Task goal:
Going through the entries below, count each line containing the word "rendered". Report the number only.

Material for this task:
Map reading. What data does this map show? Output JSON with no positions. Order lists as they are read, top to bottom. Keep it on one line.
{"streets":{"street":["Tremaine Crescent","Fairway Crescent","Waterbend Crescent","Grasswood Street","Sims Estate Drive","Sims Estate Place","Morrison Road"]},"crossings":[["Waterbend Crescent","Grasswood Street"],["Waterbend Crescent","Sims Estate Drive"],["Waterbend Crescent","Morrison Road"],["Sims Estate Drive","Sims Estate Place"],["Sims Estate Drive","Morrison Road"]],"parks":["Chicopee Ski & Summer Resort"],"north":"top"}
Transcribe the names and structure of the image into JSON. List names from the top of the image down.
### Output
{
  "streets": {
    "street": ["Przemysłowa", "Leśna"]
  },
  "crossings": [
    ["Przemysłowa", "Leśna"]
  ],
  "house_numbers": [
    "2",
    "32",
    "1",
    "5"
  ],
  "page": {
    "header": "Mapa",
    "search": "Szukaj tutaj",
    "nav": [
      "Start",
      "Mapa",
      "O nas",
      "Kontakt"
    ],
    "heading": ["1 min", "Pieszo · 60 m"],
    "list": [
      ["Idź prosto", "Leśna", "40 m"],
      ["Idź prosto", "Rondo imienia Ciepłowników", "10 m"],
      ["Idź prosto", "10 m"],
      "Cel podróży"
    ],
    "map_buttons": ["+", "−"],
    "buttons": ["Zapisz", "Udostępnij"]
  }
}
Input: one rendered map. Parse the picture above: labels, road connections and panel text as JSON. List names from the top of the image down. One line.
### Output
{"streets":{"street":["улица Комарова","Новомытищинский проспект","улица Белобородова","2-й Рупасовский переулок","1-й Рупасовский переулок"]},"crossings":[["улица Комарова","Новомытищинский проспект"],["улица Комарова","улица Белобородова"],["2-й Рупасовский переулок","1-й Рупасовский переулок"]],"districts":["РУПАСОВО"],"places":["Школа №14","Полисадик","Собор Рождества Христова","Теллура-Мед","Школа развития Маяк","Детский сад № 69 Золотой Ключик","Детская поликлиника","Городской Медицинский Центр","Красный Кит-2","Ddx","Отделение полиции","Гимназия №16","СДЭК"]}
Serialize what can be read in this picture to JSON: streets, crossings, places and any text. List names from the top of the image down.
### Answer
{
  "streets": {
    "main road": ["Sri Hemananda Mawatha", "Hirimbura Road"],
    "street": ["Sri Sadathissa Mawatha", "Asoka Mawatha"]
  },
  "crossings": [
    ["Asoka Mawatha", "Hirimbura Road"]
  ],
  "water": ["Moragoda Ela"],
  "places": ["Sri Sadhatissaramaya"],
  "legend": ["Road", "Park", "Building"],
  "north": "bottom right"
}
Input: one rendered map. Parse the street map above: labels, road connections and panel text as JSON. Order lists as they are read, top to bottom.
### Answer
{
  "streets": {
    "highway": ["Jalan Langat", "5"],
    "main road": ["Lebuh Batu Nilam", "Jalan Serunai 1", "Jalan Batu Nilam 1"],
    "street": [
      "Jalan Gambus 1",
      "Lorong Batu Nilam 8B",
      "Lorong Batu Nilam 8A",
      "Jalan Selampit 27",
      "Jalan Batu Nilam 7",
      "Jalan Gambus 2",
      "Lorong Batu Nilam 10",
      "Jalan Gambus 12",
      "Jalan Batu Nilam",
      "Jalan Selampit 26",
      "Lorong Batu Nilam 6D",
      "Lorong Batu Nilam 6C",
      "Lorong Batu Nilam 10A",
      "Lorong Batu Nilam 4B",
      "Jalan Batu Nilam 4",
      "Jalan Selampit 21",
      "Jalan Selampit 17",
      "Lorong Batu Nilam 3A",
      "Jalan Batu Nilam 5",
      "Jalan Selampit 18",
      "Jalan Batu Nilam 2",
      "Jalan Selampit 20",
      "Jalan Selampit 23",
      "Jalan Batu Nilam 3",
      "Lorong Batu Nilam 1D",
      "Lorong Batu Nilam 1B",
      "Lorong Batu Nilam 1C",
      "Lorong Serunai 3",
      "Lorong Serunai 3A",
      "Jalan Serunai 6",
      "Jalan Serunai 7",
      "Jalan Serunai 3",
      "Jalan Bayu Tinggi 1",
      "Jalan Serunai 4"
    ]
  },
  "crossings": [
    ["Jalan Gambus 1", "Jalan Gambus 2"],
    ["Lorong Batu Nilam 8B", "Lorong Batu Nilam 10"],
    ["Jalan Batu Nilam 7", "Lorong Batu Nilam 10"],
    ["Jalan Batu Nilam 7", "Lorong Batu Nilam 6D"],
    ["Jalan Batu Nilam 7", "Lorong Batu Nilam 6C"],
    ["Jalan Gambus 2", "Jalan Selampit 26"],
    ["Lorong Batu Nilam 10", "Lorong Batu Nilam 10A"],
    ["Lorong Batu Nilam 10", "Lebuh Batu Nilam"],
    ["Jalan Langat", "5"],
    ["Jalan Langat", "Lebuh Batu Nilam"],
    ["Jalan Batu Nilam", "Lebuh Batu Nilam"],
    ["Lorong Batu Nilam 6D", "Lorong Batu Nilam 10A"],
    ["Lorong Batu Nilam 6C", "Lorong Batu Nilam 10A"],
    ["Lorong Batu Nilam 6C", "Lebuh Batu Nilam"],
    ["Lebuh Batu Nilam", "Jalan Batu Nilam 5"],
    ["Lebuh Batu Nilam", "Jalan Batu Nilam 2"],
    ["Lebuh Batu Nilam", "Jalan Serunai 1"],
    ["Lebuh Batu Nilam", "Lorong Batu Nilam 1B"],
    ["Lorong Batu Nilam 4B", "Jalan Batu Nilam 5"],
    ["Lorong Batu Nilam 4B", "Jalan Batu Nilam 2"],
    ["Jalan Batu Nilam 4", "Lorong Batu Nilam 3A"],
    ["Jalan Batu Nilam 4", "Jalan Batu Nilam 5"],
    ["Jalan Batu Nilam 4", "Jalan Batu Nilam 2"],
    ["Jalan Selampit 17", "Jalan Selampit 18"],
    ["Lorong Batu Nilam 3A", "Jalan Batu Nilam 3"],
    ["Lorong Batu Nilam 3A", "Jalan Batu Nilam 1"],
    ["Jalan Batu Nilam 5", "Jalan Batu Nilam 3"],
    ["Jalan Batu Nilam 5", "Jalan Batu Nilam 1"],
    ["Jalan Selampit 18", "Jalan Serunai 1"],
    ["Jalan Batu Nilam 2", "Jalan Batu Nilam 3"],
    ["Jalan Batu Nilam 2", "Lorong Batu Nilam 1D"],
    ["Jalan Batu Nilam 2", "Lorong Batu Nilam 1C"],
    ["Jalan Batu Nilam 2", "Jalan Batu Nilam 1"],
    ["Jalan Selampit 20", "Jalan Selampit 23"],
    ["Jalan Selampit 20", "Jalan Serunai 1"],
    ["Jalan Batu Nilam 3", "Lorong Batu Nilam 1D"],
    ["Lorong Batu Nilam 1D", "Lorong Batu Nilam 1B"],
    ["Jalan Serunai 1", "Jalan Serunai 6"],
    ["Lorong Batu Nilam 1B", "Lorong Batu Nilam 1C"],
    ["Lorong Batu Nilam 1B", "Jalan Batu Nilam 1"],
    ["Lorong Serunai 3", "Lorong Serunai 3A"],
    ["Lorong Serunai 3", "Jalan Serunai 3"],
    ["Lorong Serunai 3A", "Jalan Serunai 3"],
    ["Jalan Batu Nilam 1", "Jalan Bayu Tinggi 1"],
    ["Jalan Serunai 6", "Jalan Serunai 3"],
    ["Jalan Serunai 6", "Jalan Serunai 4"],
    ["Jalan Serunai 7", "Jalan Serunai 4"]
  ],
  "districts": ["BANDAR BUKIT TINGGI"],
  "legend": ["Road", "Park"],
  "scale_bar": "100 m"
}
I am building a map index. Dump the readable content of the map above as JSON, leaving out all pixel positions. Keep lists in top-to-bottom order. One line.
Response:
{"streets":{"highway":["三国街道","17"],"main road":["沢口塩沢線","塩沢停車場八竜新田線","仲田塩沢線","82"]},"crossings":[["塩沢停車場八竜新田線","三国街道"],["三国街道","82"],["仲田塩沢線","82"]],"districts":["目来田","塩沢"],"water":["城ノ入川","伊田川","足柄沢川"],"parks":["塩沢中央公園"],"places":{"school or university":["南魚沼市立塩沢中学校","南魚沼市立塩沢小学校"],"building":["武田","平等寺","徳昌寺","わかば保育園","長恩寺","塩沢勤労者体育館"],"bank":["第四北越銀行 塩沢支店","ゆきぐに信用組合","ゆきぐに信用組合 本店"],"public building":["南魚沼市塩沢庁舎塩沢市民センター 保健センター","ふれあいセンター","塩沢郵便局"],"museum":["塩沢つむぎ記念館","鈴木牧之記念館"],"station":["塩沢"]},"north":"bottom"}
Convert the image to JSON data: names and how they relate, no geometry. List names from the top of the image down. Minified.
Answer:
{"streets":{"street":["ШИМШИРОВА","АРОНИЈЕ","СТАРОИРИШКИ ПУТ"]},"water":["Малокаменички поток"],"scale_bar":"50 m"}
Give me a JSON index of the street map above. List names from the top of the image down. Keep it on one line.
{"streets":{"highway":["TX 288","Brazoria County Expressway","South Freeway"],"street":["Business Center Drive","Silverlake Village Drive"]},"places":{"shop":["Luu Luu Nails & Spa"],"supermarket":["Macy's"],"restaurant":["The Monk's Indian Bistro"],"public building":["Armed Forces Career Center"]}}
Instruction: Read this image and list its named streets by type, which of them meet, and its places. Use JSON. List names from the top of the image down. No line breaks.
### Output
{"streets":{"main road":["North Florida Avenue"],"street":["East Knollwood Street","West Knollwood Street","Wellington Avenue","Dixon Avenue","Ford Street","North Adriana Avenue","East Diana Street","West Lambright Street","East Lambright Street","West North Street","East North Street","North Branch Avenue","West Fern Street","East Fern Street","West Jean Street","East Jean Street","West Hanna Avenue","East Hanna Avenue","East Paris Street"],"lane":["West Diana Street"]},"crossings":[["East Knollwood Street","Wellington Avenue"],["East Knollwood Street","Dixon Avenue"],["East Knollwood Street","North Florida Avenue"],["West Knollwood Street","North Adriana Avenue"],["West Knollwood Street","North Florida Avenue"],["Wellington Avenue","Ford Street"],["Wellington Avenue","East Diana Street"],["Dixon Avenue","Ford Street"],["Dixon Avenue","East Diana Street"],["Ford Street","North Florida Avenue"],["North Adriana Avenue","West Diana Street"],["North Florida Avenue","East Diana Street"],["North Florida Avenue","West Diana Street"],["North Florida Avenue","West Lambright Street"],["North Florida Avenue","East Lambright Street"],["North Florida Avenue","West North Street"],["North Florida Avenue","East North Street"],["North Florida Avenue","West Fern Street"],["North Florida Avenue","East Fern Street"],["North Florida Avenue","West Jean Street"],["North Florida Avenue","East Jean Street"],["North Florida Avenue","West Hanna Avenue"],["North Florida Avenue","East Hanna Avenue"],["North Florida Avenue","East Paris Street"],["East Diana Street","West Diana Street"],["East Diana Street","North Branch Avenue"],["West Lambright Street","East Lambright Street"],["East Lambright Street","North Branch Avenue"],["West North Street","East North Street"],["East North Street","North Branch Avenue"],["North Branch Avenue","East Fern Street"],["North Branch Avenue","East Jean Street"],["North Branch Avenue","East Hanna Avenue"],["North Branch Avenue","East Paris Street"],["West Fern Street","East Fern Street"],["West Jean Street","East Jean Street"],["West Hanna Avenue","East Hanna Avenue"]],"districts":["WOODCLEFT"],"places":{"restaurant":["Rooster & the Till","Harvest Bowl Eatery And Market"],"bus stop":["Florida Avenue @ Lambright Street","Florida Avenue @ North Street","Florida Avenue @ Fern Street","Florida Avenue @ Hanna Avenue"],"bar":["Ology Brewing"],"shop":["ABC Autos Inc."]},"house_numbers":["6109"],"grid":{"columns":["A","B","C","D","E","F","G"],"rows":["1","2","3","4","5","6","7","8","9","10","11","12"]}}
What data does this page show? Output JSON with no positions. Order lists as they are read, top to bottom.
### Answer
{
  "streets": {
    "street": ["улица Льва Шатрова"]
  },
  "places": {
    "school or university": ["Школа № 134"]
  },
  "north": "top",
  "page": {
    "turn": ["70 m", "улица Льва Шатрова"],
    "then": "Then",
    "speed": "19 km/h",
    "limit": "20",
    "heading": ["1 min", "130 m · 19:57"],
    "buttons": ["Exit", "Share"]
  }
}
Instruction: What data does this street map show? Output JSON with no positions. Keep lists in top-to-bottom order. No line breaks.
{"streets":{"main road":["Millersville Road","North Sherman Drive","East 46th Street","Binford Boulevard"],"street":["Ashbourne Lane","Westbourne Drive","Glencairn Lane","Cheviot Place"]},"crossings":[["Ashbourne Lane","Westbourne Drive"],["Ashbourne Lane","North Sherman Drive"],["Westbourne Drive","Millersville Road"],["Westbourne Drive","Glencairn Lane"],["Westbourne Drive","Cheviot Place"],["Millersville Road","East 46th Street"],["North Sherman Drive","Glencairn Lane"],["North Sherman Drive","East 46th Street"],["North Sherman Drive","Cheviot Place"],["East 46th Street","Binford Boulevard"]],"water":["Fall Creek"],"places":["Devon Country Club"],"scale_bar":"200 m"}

Task solution:
2